[Saved entries]
Start of Block

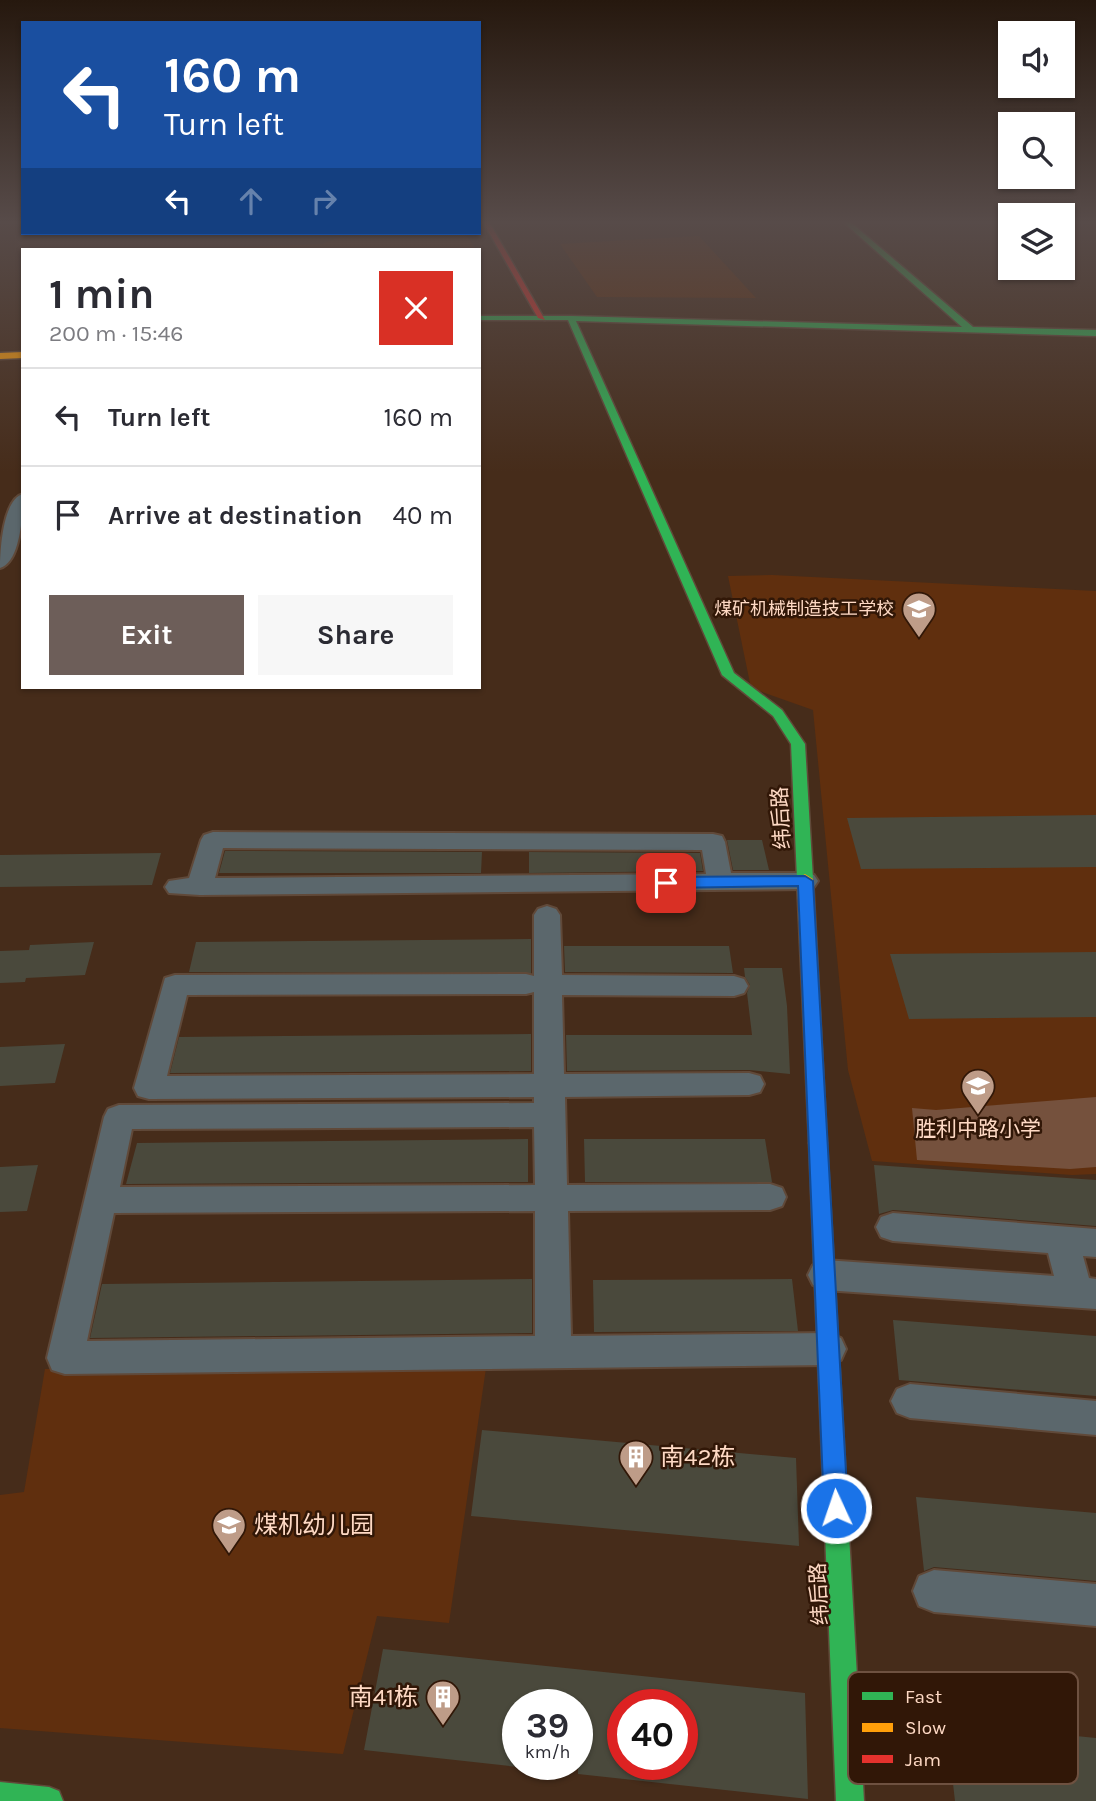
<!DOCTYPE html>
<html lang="en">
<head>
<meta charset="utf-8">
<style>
  :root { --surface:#fff; --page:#f7f7f7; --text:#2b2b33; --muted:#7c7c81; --line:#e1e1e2; --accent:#6d5e59 }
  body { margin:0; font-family:Karla,"Noto Sans SC",sans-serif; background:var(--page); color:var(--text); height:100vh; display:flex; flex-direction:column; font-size:26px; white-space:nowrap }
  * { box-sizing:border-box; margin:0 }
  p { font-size:23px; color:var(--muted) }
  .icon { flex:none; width:38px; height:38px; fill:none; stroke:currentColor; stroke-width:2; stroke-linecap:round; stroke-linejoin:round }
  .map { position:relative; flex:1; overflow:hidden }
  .drawer { position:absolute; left:21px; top:248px; width:460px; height:441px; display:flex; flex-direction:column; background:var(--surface); border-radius:0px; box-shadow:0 2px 5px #0004 }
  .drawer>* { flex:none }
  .hud { position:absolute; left:21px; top:21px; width:460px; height:214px; border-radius:0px; box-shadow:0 2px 5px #0004; background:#1a4fa0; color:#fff; overflow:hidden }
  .tools { position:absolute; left:998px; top:21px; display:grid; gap:14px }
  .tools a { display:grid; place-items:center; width:77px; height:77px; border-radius:0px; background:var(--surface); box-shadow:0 2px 5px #0004; font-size:35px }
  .speed { position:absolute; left:502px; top:1689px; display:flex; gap:14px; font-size:35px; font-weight:700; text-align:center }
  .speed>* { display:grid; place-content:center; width:91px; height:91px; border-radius:50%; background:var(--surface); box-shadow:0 2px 5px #0004; line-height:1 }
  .speed small { font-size:18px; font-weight:400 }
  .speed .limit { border:10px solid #d22; background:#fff; color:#111 }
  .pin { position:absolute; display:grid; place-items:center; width:60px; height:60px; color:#fff; margin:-30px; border-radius:14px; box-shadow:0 4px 10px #0006 }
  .me { position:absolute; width:77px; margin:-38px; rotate:357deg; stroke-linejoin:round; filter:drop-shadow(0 0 5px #0008) }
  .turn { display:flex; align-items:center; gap:24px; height:147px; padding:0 28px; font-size:32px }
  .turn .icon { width:91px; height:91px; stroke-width:2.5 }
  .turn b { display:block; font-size:49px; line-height:60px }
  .lanes { display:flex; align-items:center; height:66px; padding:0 28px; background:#0003; justify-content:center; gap:35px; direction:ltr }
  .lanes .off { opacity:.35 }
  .round { display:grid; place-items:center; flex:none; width:74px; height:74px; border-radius:0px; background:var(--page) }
  .headline { display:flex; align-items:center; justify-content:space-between; height:119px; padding:0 28px }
  h1 { font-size:42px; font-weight:700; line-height:52px }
  .button { display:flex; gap:14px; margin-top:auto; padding:14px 28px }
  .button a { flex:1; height:80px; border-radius:0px; background:var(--accent); color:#fff; font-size:28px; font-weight:700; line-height:80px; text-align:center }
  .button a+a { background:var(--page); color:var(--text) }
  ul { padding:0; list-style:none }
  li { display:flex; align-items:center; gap:21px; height:98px; padding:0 28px; border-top:2px solid var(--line) }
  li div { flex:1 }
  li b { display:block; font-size:26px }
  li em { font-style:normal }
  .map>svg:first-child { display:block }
  .built { fill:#602f0e }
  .green { fill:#75513d }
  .building { fill:#4a493c; fill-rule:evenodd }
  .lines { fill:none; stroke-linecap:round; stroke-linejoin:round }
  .street-casing { stroke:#604939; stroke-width:4 }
  .fast-casing { stroke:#604939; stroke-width:3 }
  .slow-casing { stroke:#604939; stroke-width:3 }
  .jam-casing { stroke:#604939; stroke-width:3 }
  .street { fill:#5b676c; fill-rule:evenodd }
  .fast { fill:#30b455; fill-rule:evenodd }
  .slow { fill:#ff9f0a; fill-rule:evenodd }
  .jam { fill:#e5322d; fill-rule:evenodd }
  .route { fill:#1a73e8; stroke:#114b97; stroke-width:2 }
  .labels { text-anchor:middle; stroke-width:5; stroke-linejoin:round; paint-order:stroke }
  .far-poi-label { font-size:18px; fill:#fed9c4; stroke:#311707; text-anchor:end }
  .street-label { font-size:21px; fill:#fed9c4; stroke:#311707 }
  .poi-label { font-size:21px; fill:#fed9c4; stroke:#311707 }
  .near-poi-label { font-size:24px; fill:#fed9c4; stroke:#311707; text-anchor:start }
  .key { fill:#311707; stroke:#6e5140; stroke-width:2 }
  .key-label { font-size:19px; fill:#fed9c4 }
</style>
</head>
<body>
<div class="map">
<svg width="1096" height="1801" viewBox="0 0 1096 1801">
  <rect width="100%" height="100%" fill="#462c1a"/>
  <!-- built -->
  <path class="built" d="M392,233H465L476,250H218V248L322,244L340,237Z
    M699,236L756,298L597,297L560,244Z
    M772,575L1096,591V1174L1072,1175L872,1161L848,1070L813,710L751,688L728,576Z
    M486,1368L449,1623L377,1616L343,1754L0,1728V1495L24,1492L45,1369Z"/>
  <!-- green -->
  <path class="green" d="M1096,1097V1167L1070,1169L917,1160L912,1108L936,1110Z"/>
  <!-- building -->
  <path class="building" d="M1096,815V867L861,869L847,818Z
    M727,840H762L769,870H733Z
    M225,851L482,852L481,873H219Z
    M529,852L700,853L703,871L529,873Z
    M161,853L152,885L0,887V855Z
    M531,939V973L189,972L196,942Z
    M94,942L85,975L26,978L25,982L0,983V951L29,950L30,945Z
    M564,946H729L733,973L565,972Z
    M1096,952V1017L909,1019L890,954Z
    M744,968H782L787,1006L790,1074L749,1070L567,1071L566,1035H752L747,993L750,985L745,977Z
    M531,1034V1071L170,1073L179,1037Z
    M65,1044L55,1083L0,1086V1047Z
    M528,1139V1182L126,1184L137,1143Z
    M584,1139H765L772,1182H585Z
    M38,1165L27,1211L0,1212V1167Z
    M874,1165L1096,1180V1226L893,1210L879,1214Z
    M532,1279V1333L90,1338L102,1284Z
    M792,1279L798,1331L594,1332L593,1280Z
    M893,1320L1096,1336V1396L899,1380Z
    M482,1430L796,1458L799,1546L471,1516Z
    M916,1497L1096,1513V1581L934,1567L924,1571Z
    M383,1649L805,1693L808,1799L578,1774V1704H518V1767L364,1750ZM623,1704H682V1764H623Z
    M946,1723L1096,1738V1801H955Z"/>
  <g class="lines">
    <!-- street casing -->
    <g class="street-casing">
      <path id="street" d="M23,494C23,512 21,562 0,568C0,550 3,499 23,494Z
        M213,832L713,834L722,836L725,842L731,873H805L814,875L818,881L814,887L805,889L200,895L169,893L165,887L169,881L189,878L201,840L204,835ZM223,848L702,850L706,874L215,878Z
        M547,906L556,909L560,915L562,975L734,976L744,979L748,986L744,993L734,996L562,995L564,1074L749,1073L760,1076L764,1084L760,1092L749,1095L565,1097L567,1185L770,1184L782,1188L786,1197L782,1206L770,1210L568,1211L571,1336L828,1333L841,1338L846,1349L841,1360L828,1365L65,1374L52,1370L47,1358L104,1117L108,1109L119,1105L534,1103V1097L149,1099L138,1096L134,1088L165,978L175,975L526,974L534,976V915L538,909ZM534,992V1074L167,1076L187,995L526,994ZM534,1127L535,1185L120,1187L132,1129ZM535,1211V1336L87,1341L114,1213Z
        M893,1213L1096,1229V1257L1083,1256L1089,1278L1096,1279V1309L825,1290L813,1285L808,1275L813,1265L825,1260L1054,1276L1048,1253L893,1241L881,1237L876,1227L881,1217Z
        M910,1384L1096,1401V1435L910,1418L897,1413L891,1401L897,1389Z
        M934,1570L1096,1584V1626L934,1612L919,1606L913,1591L919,1576Z"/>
    </g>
    <!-- fast casing -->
    <g class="fast-casing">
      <path id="fast" d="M841,220H848L973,327L1096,330V336L576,321L734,673L782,710L805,744L813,879L805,884L797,879L791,744L773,716L722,675L568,320H480V316H571L962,327Z
        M818,1136L825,1138L827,1143L864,1801H836L809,1143L811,1138Z
        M0,1782L49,1787L59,1791L63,1801H0Z"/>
    </g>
    <!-- slow casing -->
    <g class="slow-casing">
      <path id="slow" d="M23,352V358L0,359V353Z
        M805,874L813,879L827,1143L825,1148L818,1150L811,1148L809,1143L797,879Z"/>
    </g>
    <!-- jam casing -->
    <g class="jam-casing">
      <path id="jam" d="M482,220H488L545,320L538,318Z"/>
    </g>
    <!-- street -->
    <use href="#street" class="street"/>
    <!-- fast -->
    <use href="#fast" class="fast"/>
    <!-- slow -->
    <use href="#slow" class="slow"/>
    <!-- jam -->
    <use href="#jam" class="jam"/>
  </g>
  <!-- sky -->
  <linearGradient id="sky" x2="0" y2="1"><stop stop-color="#26180e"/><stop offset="0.47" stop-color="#574b49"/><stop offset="1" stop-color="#574b49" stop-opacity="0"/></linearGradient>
  <rect width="1096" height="472" fill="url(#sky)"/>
  <!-- route -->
  <path class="route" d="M805,876L813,881L848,1508L844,1517L836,1520L827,1517L824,1508L798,886L666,888L659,883L666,877Z"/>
  <!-- icons -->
  <defs>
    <g id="school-pin" transform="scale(1.75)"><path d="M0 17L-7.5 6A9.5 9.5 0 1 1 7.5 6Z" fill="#be9c88" stroke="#311707"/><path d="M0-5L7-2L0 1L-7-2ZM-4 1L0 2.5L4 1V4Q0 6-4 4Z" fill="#fff"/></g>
    <g id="building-pin" transform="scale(1.75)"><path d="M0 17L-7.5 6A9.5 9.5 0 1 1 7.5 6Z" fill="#be9c88" stroke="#311707"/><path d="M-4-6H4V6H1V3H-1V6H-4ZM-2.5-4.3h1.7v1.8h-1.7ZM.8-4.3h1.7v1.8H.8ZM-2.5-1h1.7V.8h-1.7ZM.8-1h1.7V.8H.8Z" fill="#fff"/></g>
  </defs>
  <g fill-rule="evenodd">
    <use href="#school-pin" x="919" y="609"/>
    <use href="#school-pin" x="978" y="1086"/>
    <use href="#building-pin" x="636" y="1457"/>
    <use href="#school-pin" x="229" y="1525"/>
    <use href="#building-pin" x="443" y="1697"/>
  </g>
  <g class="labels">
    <!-- far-poi labels -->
    <g class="far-poi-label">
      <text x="894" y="615">煤矿机械制造技工学校</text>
    </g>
    <!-- street labels -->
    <g class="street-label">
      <text transform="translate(781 818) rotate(-93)" y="7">纬后路</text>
      <text transform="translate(819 1594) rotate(-93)" y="7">纬后路</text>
    </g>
    <!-- poi labels -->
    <g class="poi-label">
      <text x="978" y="1136">胜利中路小学</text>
    </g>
    <!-- near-poi labels -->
    <g class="near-poi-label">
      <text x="660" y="1465">南42栋</text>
      <text x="254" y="1533">煤机幼儿园</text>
      <text x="418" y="1705" text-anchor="end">南41栋</text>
    </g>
  </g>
  <!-- legend -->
  <rect x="848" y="1672" width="230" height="112" rx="10" class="key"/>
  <rect x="862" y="1692" width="31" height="8" fill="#30b455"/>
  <rect x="862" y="1723" width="31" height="9" fill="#ff9f0a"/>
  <rect x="862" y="1755" width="31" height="8" fill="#e5322d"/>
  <g class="key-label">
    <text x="905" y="1703">Fast</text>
    <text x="905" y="1734">Slow</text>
    <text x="905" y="1766">Jam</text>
  </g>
</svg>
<div class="tools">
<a><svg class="icon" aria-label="sound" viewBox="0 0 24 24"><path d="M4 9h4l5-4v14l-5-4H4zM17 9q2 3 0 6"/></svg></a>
<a><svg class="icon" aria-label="search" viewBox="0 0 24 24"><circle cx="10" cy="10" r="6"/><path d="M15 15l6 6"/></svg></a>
<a><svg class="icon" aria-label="layers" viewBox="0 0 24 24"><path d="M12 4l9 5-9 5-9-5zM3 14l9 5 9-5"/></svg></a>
</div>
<div class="speed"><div>39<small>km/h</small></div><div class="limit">40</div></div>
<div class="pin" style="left:666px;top:883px;background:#d93025"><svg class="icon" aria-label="arrive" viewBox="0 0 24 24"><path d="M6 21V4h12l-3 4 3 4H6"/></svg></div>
<svg class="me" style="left:836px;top:1508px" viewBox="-20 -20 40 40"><circle r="17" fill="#1a73e8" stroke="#fff" stroke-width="3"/><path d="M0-11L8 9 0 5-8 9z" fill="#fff"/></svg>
<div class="hud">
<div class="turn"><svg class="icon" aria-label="left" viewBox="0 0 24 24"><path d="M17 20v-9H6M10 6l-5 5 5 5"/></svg><div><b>160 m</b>Turn left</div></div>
<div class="lanes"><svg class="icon" aria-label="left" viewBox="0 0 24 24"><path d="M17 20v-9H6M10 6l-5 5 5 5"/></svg><svg class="icon off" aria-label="ahead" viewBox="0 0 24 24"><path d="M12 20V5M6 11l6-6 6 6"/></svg><svg class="icon off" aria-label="right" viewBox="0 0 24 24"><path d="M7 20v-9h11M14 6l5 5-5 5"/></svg></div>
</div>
<section class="drawer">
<div class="headline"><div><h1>1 min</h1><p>200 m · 15:46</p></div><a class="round" style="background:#d93025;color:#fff"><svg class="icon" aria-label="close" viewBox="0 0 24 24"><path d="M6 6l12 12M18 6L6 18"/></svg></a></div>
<ul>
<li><svg class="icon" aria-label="left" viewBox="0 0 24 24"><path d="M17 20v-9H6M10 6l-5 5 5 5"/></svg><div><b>Turn left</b></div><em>160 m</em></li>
<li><svg class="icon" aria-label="arrive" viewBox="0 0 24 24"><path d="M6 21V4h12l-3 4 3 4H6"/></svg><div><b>Arrive at destination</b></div><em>40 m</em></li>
</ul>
<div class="button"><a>Exit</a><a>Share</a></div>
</section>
</div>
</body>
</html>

End of Block

## Work task
In the entries above, identify every line with the string "solid".

## Response box
  .speed .limit { border:10px solid #d22; background:#fff; color:#111 }
  li { display:flex; align-items:center; gap:21px; height:98px; padding:0 28px; border-top:2px solid var(--line) }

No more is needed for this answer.